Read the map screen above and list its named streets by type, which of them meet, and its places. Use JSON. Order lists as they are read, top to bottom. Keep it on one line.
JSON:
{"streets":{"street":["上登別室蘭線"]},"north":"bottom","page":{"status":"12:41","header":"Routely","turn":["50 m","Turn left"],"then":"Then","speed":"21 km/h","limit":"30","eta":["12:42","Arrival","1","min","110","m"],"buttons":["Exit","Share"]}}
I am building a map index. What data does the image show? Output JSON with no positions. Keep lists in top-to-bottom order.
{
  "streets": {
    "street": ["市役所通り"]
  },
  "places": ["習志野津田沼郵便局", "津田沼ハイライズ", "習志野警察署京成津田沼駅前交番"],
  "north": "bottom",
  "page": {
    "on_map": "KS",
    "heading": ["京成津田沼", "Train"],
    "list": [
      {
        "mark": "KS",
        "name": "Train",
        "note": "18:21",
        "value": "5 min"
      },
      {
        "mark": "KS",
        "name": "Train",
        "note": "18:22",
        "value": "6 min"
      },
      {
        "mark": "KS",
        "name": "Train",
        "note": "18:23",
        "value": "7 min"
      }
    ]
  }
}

What to do >>
The records given above are to be repeated in full, exactly.

Answer space >>
Read the map screen above and list its named streets by type, which of them meet, and its places. Use JSON. Order lists as they are read, top to bottom. Keep it on one line.
JSON:
{"streets":{"street":["上登別室蘭線"]},"north":"bottom","page":{"status":"12:41","header":"Routely","turn":["50 m","Turn left"],"then":"Then","speed":"21 km/h","limit":"30","eta":["12:42","Arrival","1","min","110","m"],"buttons":["Exit","Share"]}}
I am building a map index. What data does the image show? Output JSON with no positions. Keep lists in top-to-bottom order.
{
  "streets": {
    "street": ["市役所通り"]
  },
  "places": ["習志野津田沼郵便局", "津田沼ハイライズ", "習志野警察署京成津田沼駅前交番"],
  "north": "bottom",
  "page": {
    "on_map": "KS",
    "heading": ["京成津田沼", "Train"],
    "list": [
      {
        "mark": "KS",
        "name": "Train",
        "note": "18:21",
        "value": "5 min"
      },
      {
        "mark": "KS",
        "name": "Train",
        "note": "18:22",
        "value": "6 min"
      },
      {
        "mark": "KS",
        "name": "Train",
        "note": "18:23",
        "value": "7 min"
      }
    ]
  }
}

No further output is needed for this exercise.